Emily drove the car anyway, in spite of the feeling she had that at every mile it was being used up like a pencil or a candle. She found her way on the 101 freeway to the Golden State Freeway, then down Route 152 to Route 33, which headed south and east into the Central Valley. Once she was on the right road, she tossed the map onto the seat beside her.
She sped across the open country, looking at the broad fields. They were lined with long, straight rows of low, leafy unidentifiable vegetable plants stretching to a vanishing point that seemed to move with her.
She drove fast, but it wasn’t because she was in a hurry. It was because the roads were made for it. She got used to moving to the right shoulder to let over-height pickup trucks flash past, because it felt to her that it was their road and not hers.
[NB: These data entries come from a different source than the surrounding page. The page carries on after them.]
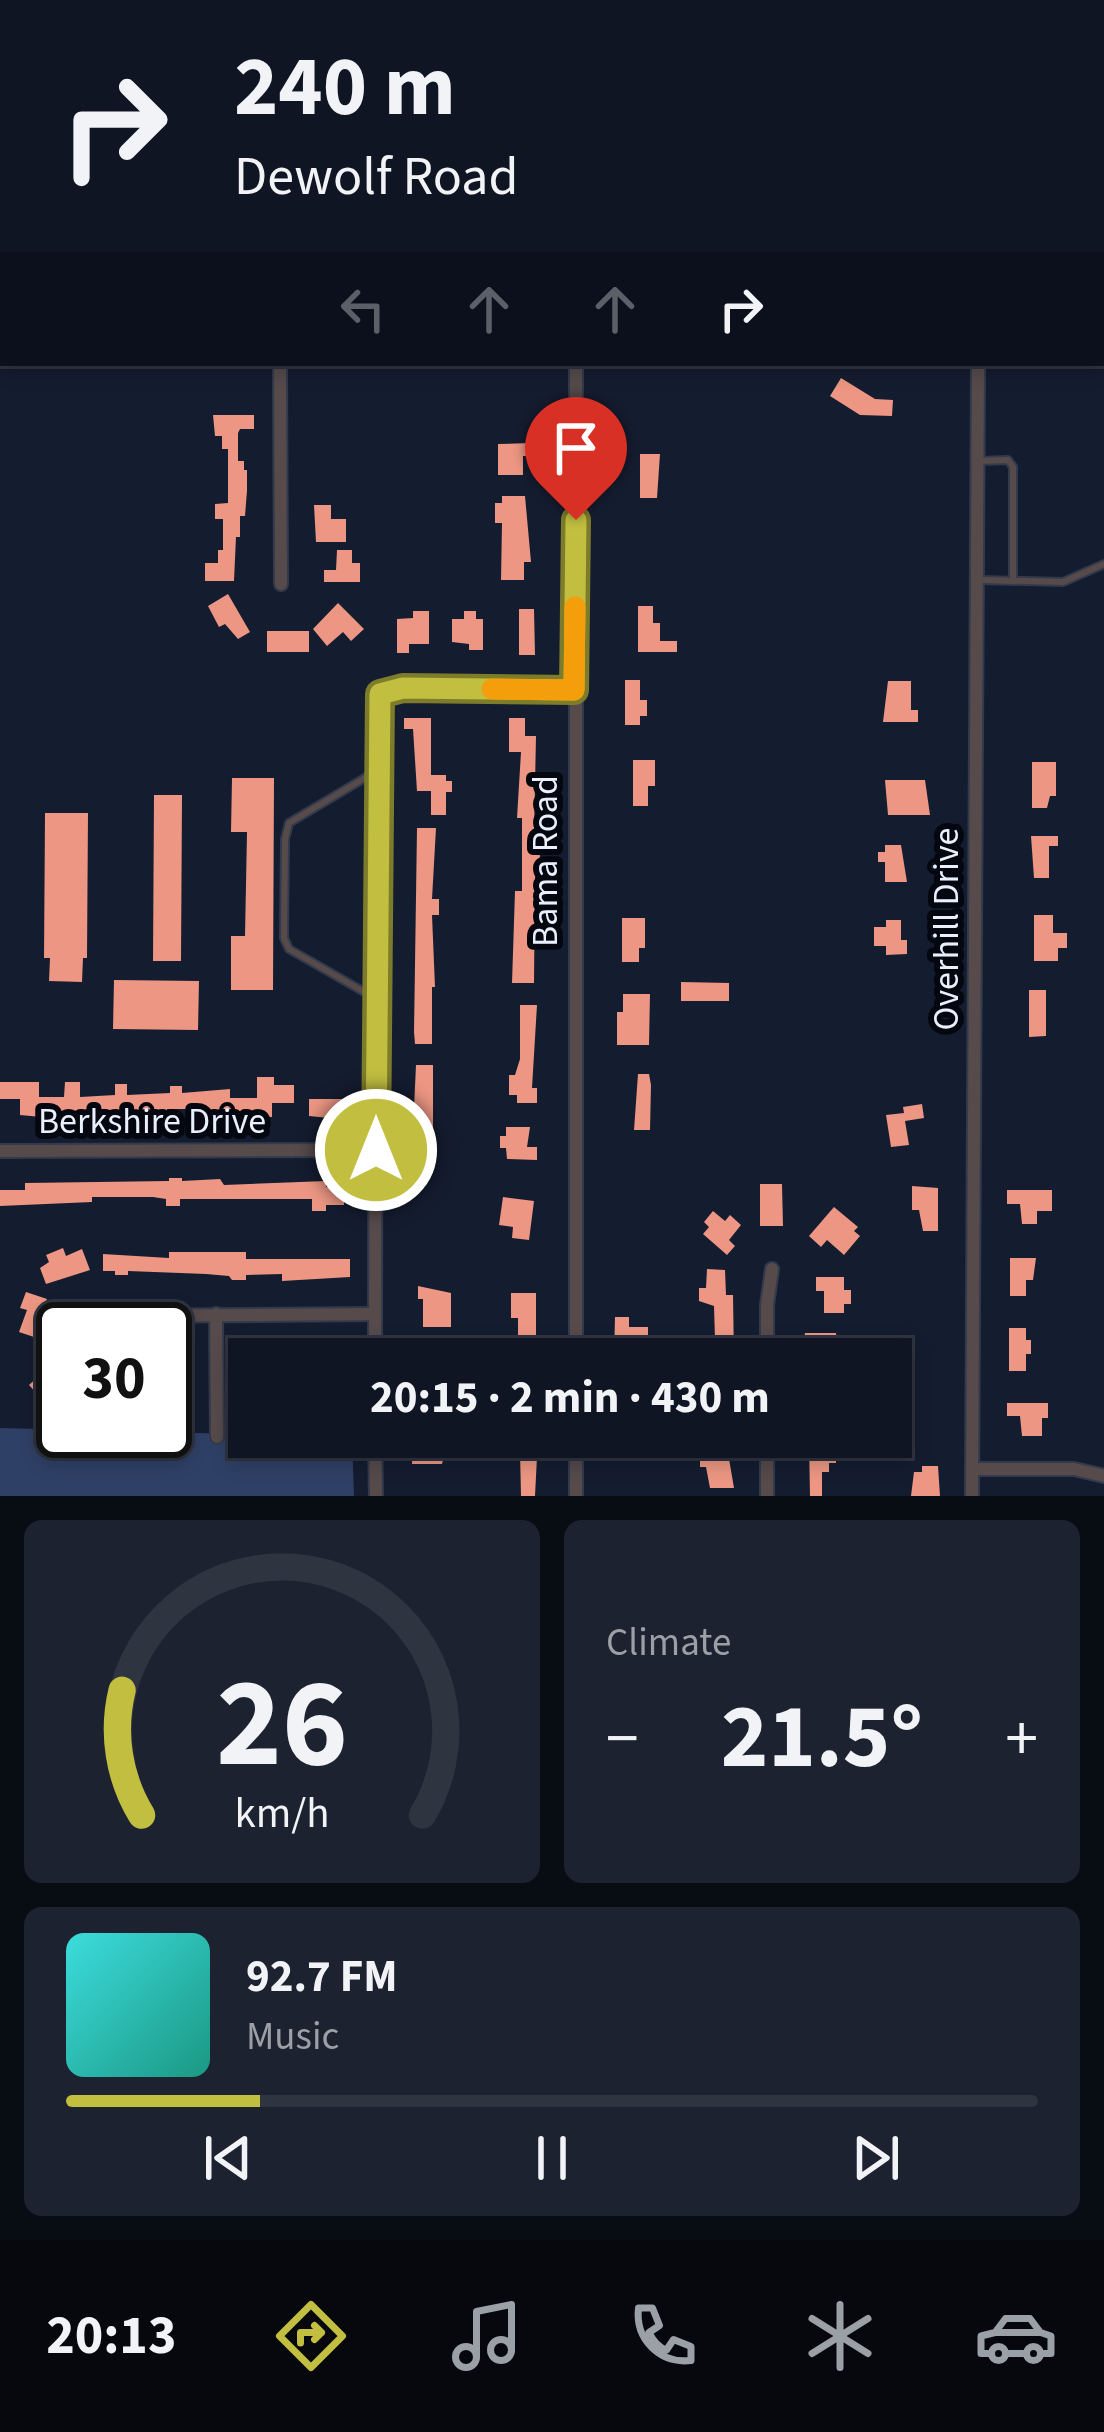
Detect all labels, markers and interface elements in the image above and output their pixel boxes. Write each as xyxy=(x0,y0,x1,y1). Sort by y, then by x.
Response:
text: 240 m xyxy=(234,28,456,148)
icon: right xyxy=(36,48,192,204)
text: Dewolf Road xyxy=(234,139,518,216)
icon: left xyxy=(330,276,396,342)
icon: ahead xyxy=(456,276,522,342)
icon: ahead xyxy=(582,276,648,342)
icon: right xyxy=(708,276,774,342)
pin xyxy=(525,397,627,520)
icon: arrive xyxy=(543,415,609,481)
street label: Bama Road xyxy=(520,775,571,947)
street label: Overhill Drive xyxy=(921,828,972,1030)
position arrow xyxy=(313,1087,439,1213)
street label: Berkshire Drive xyxy=(38,1096,266,1147)
speed limit sign: 30 xyxy=(36,1302,192,1458)
text: 20:15 · 2 min · 430 m xyxy=(370,1366,770,1430)
text: Climate xyxy=(606,1615,731,1671)
text: 26 xyxy=(216,1636,348,1814)
text: 21.5° xyxy=(721,1674,923,1802)
text: − xyxy=(606,1692,639,1786)
text: + xyxy=(1005,1692,1038,1786)
text: km/h xyxy=(234,1782,330,1843)
text: 92.7 FM xyxy=(246,1945,398,2009)
text: Music xyxy=(246,2009,339,2065)
icon: previous xyxy=(195,2125,261,2191)
icon: pause xyxy=(519,2125,585,2191)
icon: next xyxy=(843,2125,909,2191)
icon: directions xyxy=(269,2294,353,2378)
icon: music xyxy=(445,2294,529,2378)
icon: phone xyxy=(621,2294,705,2378)
icon: climate xyxy=(798,2294,882,2378)
icon: car xyxy=(974,2294,1058,2378)
text: 20:13 xyxy=(46,2298,176,2375)

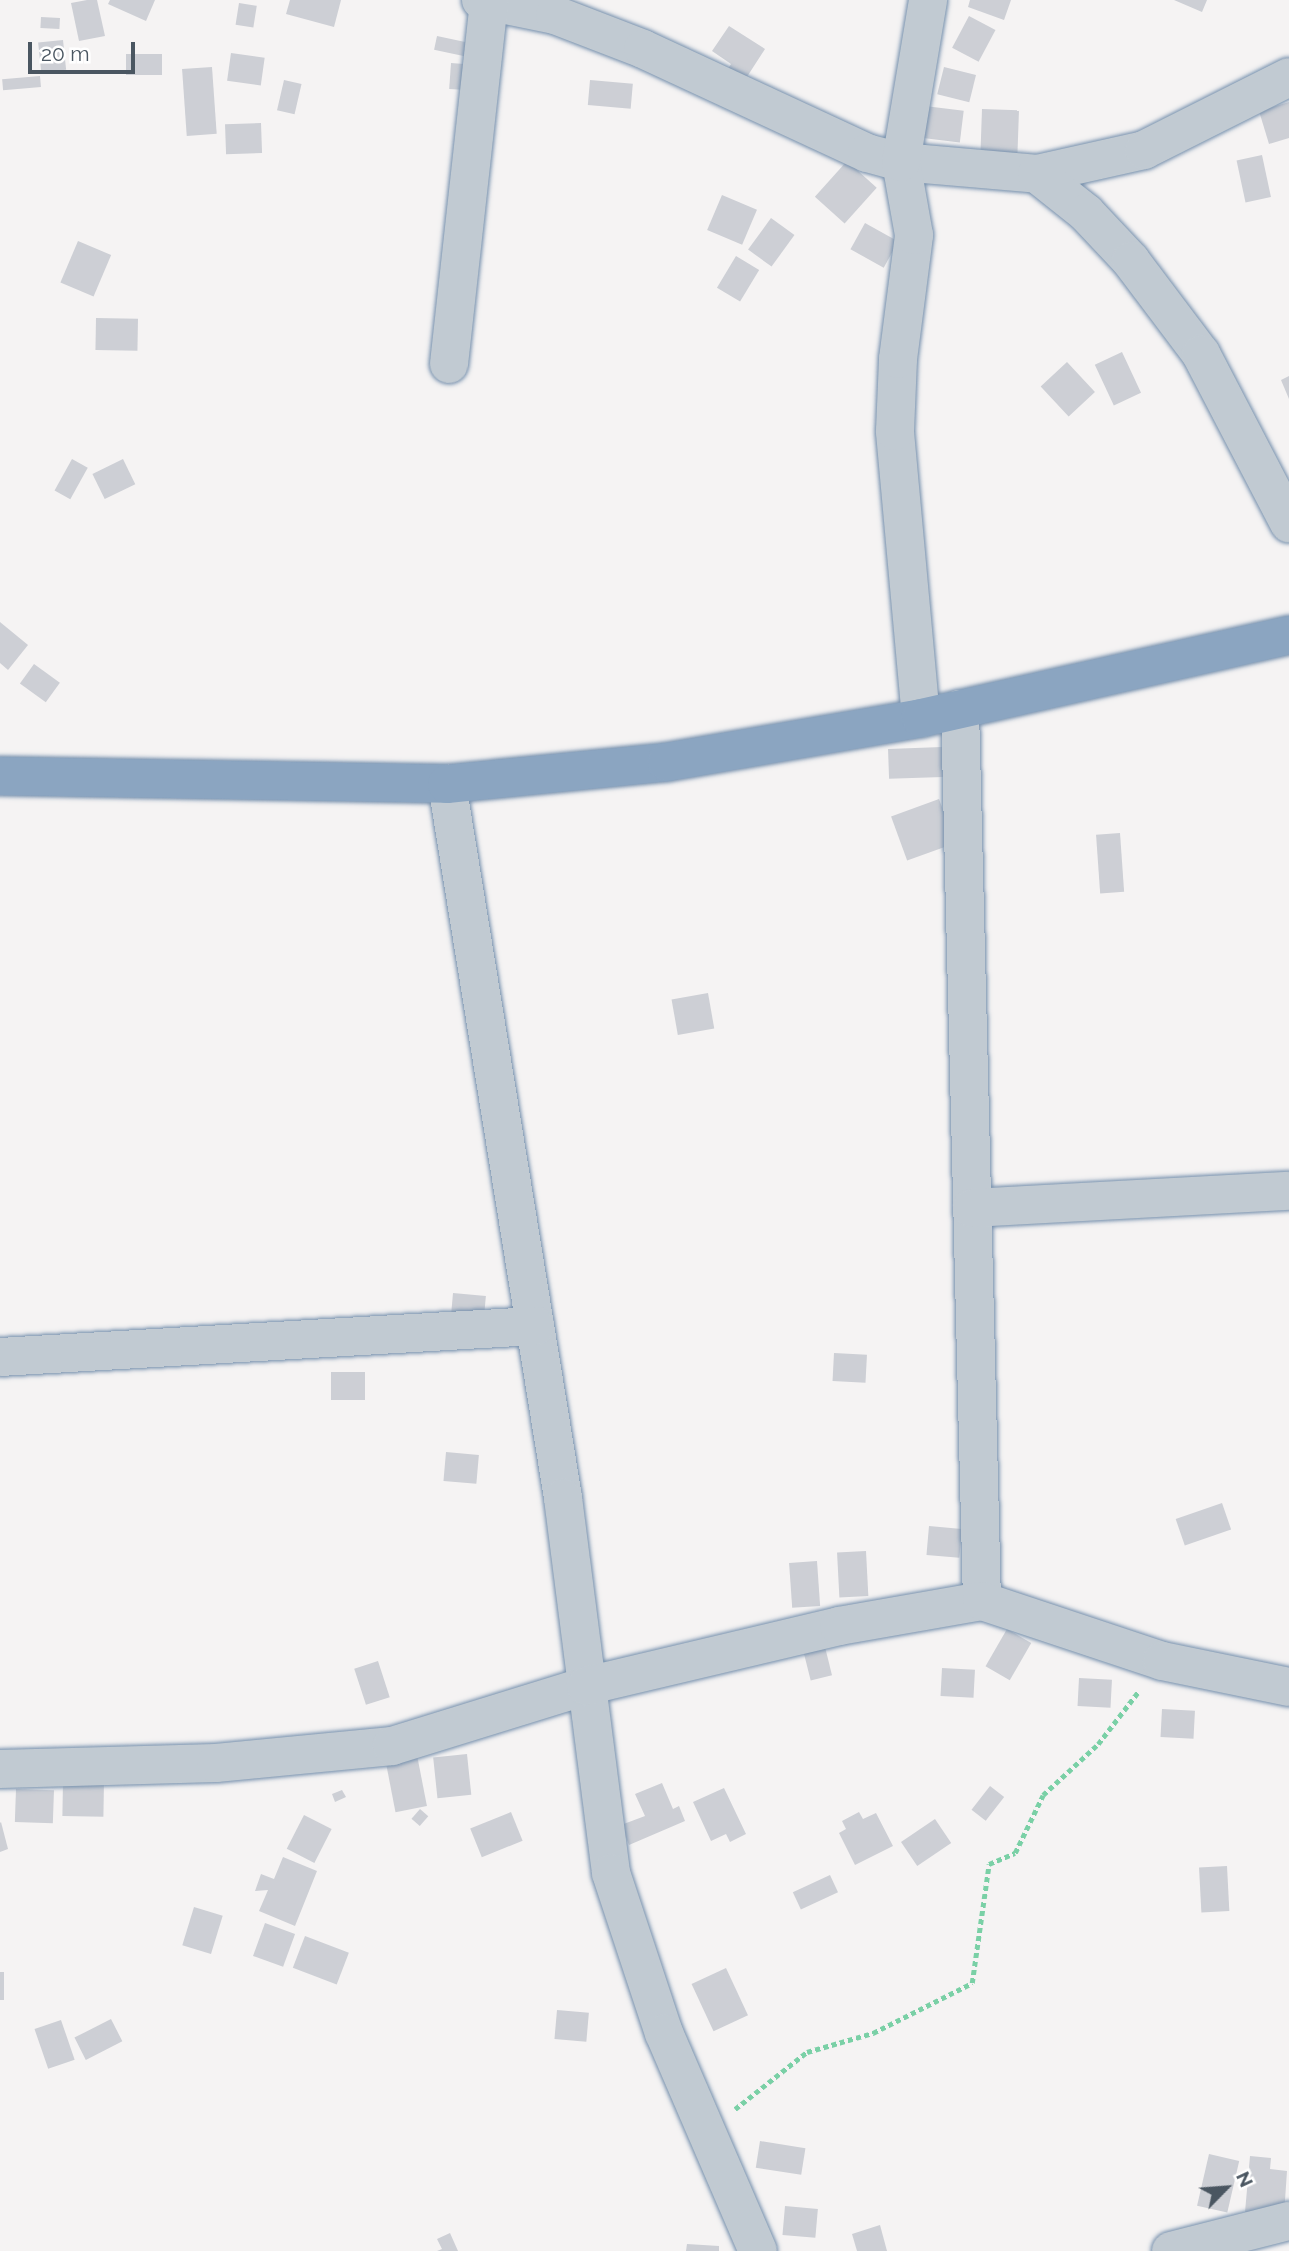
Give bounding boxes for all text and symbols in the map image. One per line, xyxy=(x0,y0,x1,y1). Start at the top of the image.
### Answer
scale bar xyxy=(32,28,138,72)
text: 20 m xyxy=(41,41,89,66)
north arrow xyxy=(1191,2153,1261,2223)
text: N xyxy=(1232,2168,1258,2190)

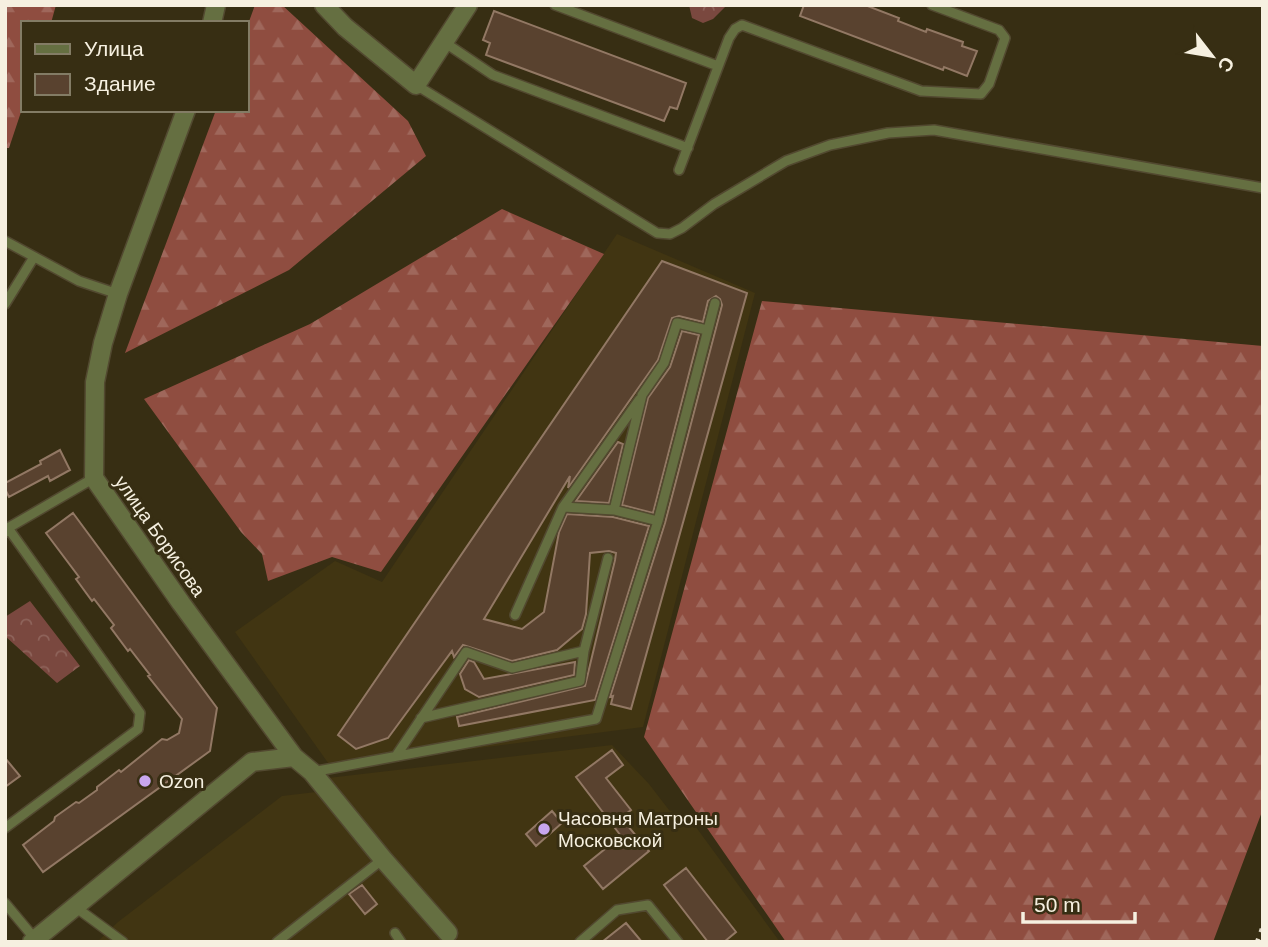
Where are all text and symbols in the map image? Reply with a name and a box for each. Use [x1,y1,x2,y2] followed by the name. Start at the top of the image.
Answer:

Here and there near the towns-Los Banos, Dos Palos, Firebaugh-there were fruit and vegetable stands to sell produce to people like her driving down the highway between big cities. She had always loved stopping at those places, white-painted wooden-frame structures with homemade signs bigger than they were, where teenagers and grandparents handled the sales because everybody else was busy. Here the stands were tiny outposts at the edge of plots of land so big that from the road Emily couldn’t see any farm buildings.
When she reached Mendota, it took her only a few minutes to find the police station and park. She got out of the car, walked to the trunk, and opened it. She took out her tote bag and walked to the front of the station, up the steps, and into the small lobby.
Behind the counter there were two police officers, one male on the telephone and one female busy at a computer. The woman noticed Emily first. She stood up and walked to the counter, then said, “Hello, ma’am. How can I help you?”
Emily said, “I wonder if you could direct me to the officer who was in charge of a murder case. It occurred here eight years ago.”
The policewoman’s shoulders seemed to hunch slightly. She leaned forward, and Emily could see a flat, guarded look in her eyes. “What murder case might that be?”
“The victim’s name was Allison Straight. She was only sixteen when she was killed.”
The policewoman turned to look behind her at the man who sat at the other desk. Emily could see that the policeman had sergeant’s stripes on his biceps. He stood up and walked toward the open door behind the counter. As he passed the policewoman, he nodded.
The policewoman said, “The detective who handled that case is Lieutenant Zimmer. The sergeant just went to get him.”
Two minutes later, the sergeant returned, accompanied by a tall, thin police officer in a sport coat. He said, “Come in, please,” and lifted a hinged section of the counter so Emily could step inside the enclosure. She followed him into an office, and he pulled a chair to the front of his desk for her, then sat down. “I’m Lieutenant Zimmer. I understand you wanted to see me about the Allison Straight case?”
“Yes,” said Emily. “My name is Emily Kramer. I brought you this.” She reached into her tote bag, pulled out the maroon stationery box and set it on the desk.